I'm currently on my lunch break at work and it's making me think about the first time I tried to recover from my anorexia a few years ago.
I don't know about you but I'm always reaching for the same food. I think it's more or less for simplicity more than anything. Food is such a big trigger in my anxiety so I do my best to keep that anxiety as low as possible.
A few of the foods I used to eat on a daily basis were buttered noodles, quesadillas, pasta salad, chili, and hot chocolate. Sometimes I wonder if I over did it because I'll go back to eat those things and after only a few bites, I just end up not being able to finish my food. Now I'm not sure if it's in my head or am I really not enjoying the food like I used to.
It's really frustrating cause my appetite has become super picky with anorexia. Very few foods truly appeal to me and even then I might not enjoy it the next day. It sucks cause I know I need to just suck it up and eat, but honestly who can sit there and eat when the food isn't enjoyable. I wish I could find a way to push past it but it's hard at times.

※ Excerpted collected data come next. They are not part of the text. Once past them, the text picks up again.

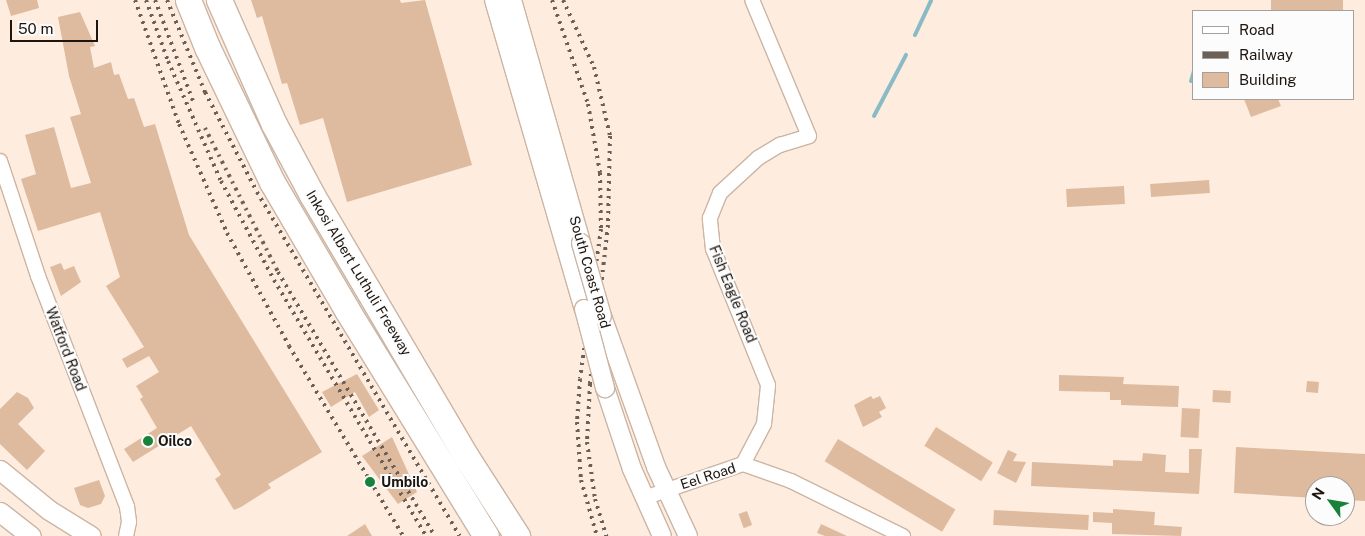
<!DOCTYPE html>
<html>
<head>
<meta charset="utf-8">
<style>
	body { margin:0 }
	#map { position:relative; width:1365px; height:536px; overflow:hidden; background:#feecde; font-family:"Public Sans",sans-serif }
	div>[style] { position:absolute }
	.stream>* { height:4px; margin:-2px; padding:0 2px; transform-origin:2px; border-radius:2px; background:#88bbc6 }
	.building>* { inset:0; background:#debb9f; transform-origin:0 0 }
	.roads { filter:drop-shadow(1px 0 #cbb5a4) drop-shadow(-1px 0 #cbb5a4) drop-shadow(0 1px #cbb5a4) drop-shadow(0 -1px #cbb5a4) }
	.minor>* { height:14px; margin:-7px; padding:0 7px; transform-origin:7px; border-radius:7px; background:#fff }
	.tertiary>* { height:18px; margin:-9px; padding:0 9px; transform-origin:9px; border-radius:9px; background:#fff }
	.secondary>* { height:19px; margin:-9.5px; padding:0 9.5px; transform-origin:9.5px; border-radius:9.5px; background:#fff }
	.motorway>* { height:25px; margin:-12.5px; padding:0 12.5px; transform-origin:12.5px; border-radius:12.5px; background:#fff }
	.rail>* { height:4px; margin-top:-2px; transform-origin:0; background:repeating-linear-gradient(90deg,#6b6057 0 2.5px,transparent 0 7.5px) }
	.bridges { filter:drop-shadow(1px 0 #cbb5a4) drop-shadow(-1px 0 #cbb5a4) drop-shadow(0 1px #cbb5a4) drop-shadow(0 -1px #cbb5a4) }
	.tertiary-bridge>* { height:18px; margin:-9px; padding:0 9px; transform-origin:9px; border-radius:9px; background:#fff }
	.dots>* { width:14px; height:14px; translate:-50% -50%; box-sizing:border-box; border:2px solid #fcfcfc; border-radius:50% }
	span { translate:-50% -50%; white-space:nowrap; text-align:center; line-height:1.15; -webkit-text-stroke:4px #fcfcfc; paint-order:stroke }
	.street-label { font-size:14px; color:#1d150f }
	.poi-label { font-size:14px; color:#1d150f; font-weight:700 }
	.left { translate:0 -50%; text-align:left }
	.legend { position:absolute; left:1192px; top:10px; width:162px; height:90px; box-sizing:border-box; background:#fcfcfc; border:1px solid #a3a09d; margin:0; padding:6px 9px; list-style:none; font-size:15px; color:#1d150f }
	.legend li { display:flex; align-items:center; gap:10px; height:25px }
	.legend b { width:25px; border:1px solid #a3a09d }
	.north { position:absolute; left:1305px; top:476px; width:50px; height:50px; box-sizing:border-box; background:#fcfcfc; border:1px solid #a3a09d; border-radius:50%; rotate:302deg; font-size:14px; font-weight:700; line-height:20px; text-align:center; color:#1d150f }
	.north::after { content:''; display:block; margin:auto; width:18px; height:22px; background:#178238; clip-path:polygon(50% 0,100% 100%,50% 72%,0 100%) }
	.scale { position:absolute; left:10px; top:20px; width:88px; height:22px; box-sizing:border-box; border:2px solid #1d150f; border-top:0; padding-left:6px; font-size:15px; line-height:18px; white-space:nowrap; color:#1d150f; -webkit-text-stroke:4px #fcfcfc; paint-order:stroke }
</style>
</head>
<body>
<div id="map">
	<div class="stream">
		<div style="left:915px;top:35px;width:38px;rotate:-65deg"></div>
		<div style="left:1191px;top:81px;width:10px;rotate:-73deg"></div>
		<div style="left:874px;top:116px;width:69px;rotate:-62.3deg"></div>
	</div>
	<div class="building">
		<div style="clip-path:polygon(6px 0,37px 0,39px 8px,11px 16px)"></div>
		<div style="clip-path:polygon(251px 0,400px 0,401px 3px,425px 0,472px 165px,347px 202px,323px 118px,300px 125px,287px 83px,282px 84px,262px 16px,257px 18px)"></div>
		<div style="left:1271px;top:0;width:72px;height:12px"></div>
		<div style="clip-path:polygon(80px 12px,95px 46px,90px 47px,94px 68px,111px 62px,114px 75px,119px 74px,128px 99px,134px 98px,144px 127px,155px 124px,189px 235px,322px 452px,268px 484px,271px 488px,241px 507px,234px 510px,215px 479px,221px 475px,191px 426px,133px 462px,124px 449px,157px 428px,140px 399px,143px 397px,136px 386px,159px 372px,149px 356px,127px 368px,122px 359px,144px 347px,106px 286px,120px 277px,100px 212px,38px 231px,21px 179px,36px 174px,25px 135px,54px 127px,71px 188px,91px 183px,70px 117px,81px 114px,69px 76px,58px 17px)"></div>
		<div style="clip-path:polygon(1244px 99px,1278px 99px,1281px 106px,1251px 117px)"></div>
		<div style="left:1209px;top:180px;width:13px;height:59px;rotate:86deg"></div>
		<div style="left:1124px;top:186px;width:18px;height:58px;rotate:87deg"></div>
		<div style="clip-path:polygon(61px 263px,64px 270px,74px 266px,81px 282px,61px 296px,50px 267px)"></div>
		<div style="clip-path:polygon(357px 374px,379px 410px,369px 417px,355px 392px,331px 407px,322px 392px)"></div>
		<div style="clip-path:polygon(1059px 375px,1124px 377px,1123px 384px,1179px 386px,1178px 407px,1121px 405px,1121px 400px,1110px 400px,1110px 392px,1059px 391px)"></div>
		<div style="left:1307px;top:381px;width:12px;height:11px;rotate:5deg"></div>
		<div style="left:1213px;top:390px;width:18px;height:12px;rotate:3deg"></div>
		<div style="clip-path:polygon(17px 392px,28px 398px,34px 408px,18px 424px,45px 451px,27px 470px,0 444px,0 409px)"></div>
		<div style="clip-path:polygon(871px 396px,873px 399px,880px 396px,886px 408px,879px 412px,882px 417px,863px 427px,854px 405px)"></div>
		<div style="left:1182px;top:408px;width:18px;height:29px;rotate:3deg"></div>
		<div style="left:936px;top:427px;width:67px;height:22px;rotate:32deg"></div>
		<div style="clip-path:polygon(392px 437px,417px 492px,398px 504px,362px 456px)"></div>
		<div style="left:838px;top:439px;width:137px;height:26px;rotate:31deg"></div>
		<div style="clip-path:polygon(1236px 447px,1365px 454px,1365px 501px,1345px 500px,1345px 486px,1315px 486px,1315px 498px,1234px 493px)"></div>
		<div style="clip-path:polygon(1189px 449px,1202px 449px,1199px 494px,1031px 486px,1032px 462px,1113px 466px,1113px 460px,1142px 461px,1143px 453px,1166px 455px,1165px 472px,1189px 473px)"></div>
		<div style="clip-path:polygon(1008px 450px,1017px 454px,1013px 461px,1026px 462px,1016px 483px,997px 473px)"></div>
		<div style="clip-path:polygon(99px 480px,105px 496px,101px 504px,88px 508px,80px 505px,74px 488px)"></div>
		<div style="clip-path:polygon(1113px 509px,1155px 512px,1154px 525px,1182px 527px,1181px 536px,1112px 534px,1112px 523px,1093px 522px,1093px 512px,1113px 513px)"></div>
		<div style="left:994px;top:510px;width:95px;height:15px;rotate:3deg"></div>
		<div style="left:747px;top:511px;width:15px;height:9px;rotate:70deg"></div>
		<div style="clip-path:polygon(365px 524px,372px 536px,347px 536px)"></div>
		<div style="clip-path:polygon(821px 524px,847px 536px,825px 536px,817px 533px)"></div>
	</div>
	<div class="roads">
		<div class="minor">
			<div style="left:0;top:161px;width:121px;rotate:71.7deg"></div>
			<div style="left:38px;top:276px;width:248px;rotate:68.9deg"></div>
			<div style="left:127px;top:507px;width:15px;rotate:82deg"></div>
			<div style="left:129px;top:522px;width:14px;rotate:102deg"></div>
			<div style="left:743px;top:464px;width:45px;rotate:-62.3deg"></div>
			<div style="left:764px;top:424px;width:39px;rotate:-84deg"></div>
			<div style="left:768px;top:385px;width:147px;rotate:-112deg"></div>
			<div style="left:713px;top:249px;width:31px;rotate:-96deg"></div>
			<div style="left:710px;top:218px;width:27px;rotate:-68deg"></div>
			<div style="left:720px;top:193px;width:52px;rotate:-42.6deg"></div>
			<div style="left:758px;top:158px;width:26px;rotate:-31deg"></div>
			<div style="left:780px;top:145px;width:30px;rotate:-17deg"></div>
			<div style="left:809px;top:136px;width:147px;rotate:-112.7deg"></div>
			<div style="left:644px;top:498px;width:105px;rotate:-19deg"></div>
			<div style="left:743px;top:464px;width:51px;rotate:19.5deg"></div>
			<div style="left:791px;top:481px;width:125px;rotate:26.2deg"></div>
		</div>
		<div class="tertiary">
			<div style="left:494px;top:0;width:322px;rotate:73.8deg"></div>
			<div style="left:512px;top:0;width:253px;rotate:74.1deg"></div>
			<div style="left:602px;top:316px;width:160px;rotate:70.3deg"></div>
			<div style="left:656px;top:467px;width:76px;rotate:65.1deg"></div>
			<div style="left:605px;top:388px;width:85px;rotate:71.6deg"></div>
			<div style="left:632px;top:469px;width:73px;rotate:65.9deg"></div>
		</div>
		<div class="secondary">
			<div style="left:0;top:470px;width:63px;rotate:39.2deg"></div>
			<div style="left:49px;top:510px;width:49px;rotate:31.8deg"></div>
			<div style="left:0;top:512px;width:39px;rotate:38deg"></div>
		</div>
		<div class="motorway">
			<div style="left:188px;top:0;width:51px;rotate:68deg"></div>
			<div style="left:207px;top:47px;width:150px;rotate:64.3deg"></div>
			<div style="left:272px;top:182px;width:148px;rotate:59.6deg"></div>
			<div style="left:347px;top:310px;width:265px;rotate:58.4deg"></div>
			<div style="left:219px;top:0;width:136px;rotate:66.1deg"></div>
			<div style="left:274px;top:124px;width:81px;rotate:61.8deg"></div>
			<div style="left:312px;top:195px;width:305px;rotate:59.5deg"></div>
			<div style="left:467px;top:458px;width:93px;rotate:57.3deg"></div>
		</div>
	</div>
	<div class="rail">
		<div style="left:135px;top:0;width:132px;rotate:70.5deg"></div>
		<div style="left:179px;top:124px;width:119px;rotate:66.2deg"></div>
		<div style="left:227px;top:233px;width:129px;rotate:61.2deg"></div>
		<div style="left:289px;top:346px;width:222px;rotate:59deg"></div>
		<div style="left:146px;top:0;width:65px;rotate:70.2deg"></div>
		<div style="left:168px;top:61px;width:131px;rotate:66.2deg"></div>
		<div style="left:221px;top:181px;width:112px;rotate:61.8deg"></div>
		<div style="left:274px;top:280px;width:298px;rotate:59.3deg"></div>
		<div style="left:155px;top:0;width:108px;rotate:69.4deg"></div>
		<div style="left:167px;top:0;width:100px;rotate:67.6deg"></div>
		<div style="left:205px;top:92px;width:113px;rotate:62.5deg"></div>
		<div style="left:257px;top:192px;width:399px;rotate:59.5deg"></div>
		<div style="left:552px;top:0;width:110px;rotate:70.9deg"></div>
		<div style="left:588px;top:104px;width:70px;rotate:80.1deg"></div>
		<div style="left:600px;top:173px;width:56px;rotate:89deg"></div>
		<div style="left:601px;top:229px;width:151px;rotate:98deg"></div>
		<div style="left:580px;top:379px;width:43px;rotate:94deg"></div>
		<div style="left:577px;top:422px;width:58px;rotate:86.1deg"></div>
		<div style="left:581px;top:480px;width:58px;rotate:74.1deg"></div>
		<div style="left:563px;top:0;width:74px;rotate:65.2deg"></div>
		<div style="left:594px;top:67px;width:71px;rotate:76.9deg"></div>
		<div style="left:610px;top:136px;width:89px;rotate:91.3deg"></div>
		<div style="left:608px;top:225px;width:160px;rotate:96.5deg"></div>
		<div style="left:590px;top:384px;width:58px;rotate:93deg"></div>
		<div style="left:587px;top:442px;width:58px;rotate:82deg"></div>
		<div style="left:595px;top:499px;width:39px;rotate:73deg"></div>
		<div style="left:205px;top:128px;width:161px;rotate:63.1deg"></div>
		<div style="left:278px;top:272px;width:307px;rotate:59.3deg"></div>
	</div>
	<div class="bridges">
		<div class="tertiary-bridge">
			<div style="left:581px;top:243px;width:76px;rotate:74deg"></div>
			<div style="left:584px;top:309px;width:82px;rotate:75.1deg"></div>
		</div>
	</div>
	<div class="dots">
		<div style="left:148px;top:441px;background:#178238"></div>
		<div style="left:370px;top:482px;background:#178238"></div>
	</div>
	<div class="street-label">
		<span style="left:590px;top:272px;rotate:74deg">South Coast Road</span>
		<span style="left:359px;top:273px;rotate:59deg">Inkosi Albert Luthuli Freeway</span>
		<span style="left:733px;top:294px;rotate:68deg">Fish Eagle Road</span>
		<span style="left:66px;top:349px;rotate:69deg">Watford Road</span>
		<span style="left:708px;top:476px;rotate:-18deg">Eel Road</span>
	</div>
	<div class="poi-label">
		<span class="left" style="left:158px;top:441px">Oilco</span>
		<span class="left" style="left:381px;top:482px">Umbilo</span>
	</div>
	<ul class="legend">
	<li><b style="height:6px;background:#fff"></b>Road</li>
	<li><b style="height:6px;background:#6b6057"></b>Railway</li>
	<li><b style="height:14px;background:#debb9f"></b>Building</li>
	</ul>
	<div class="north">N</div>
	<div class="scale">50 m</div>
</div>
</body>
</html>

It's even weirder cause I really do want to enjoy my food. I've been having a battle with buttered noodles for years. I swear they haven't tasted right in years and I couldn't ever figure out if it was me or the buttered noodles. Well yesterday I switched things up and made them with radiatore noodles instead of egg noodles. Then I loaded them with salt and pepper. Strangely enough I enjoyed them so much that I had to bring them to work for lunch.
Now I don't know if it's just the fact that I used different noodles or maybe there was something wrong with my taste buds. I guess I'll never truly know though. Now I just need to master quesadillas cause they're always so blah to me and it's very depressing. I used to rely heavily on them.
If anyone's got a good secret sauce or trick to quesadillas please tell!
And now I must go back to work. Curses.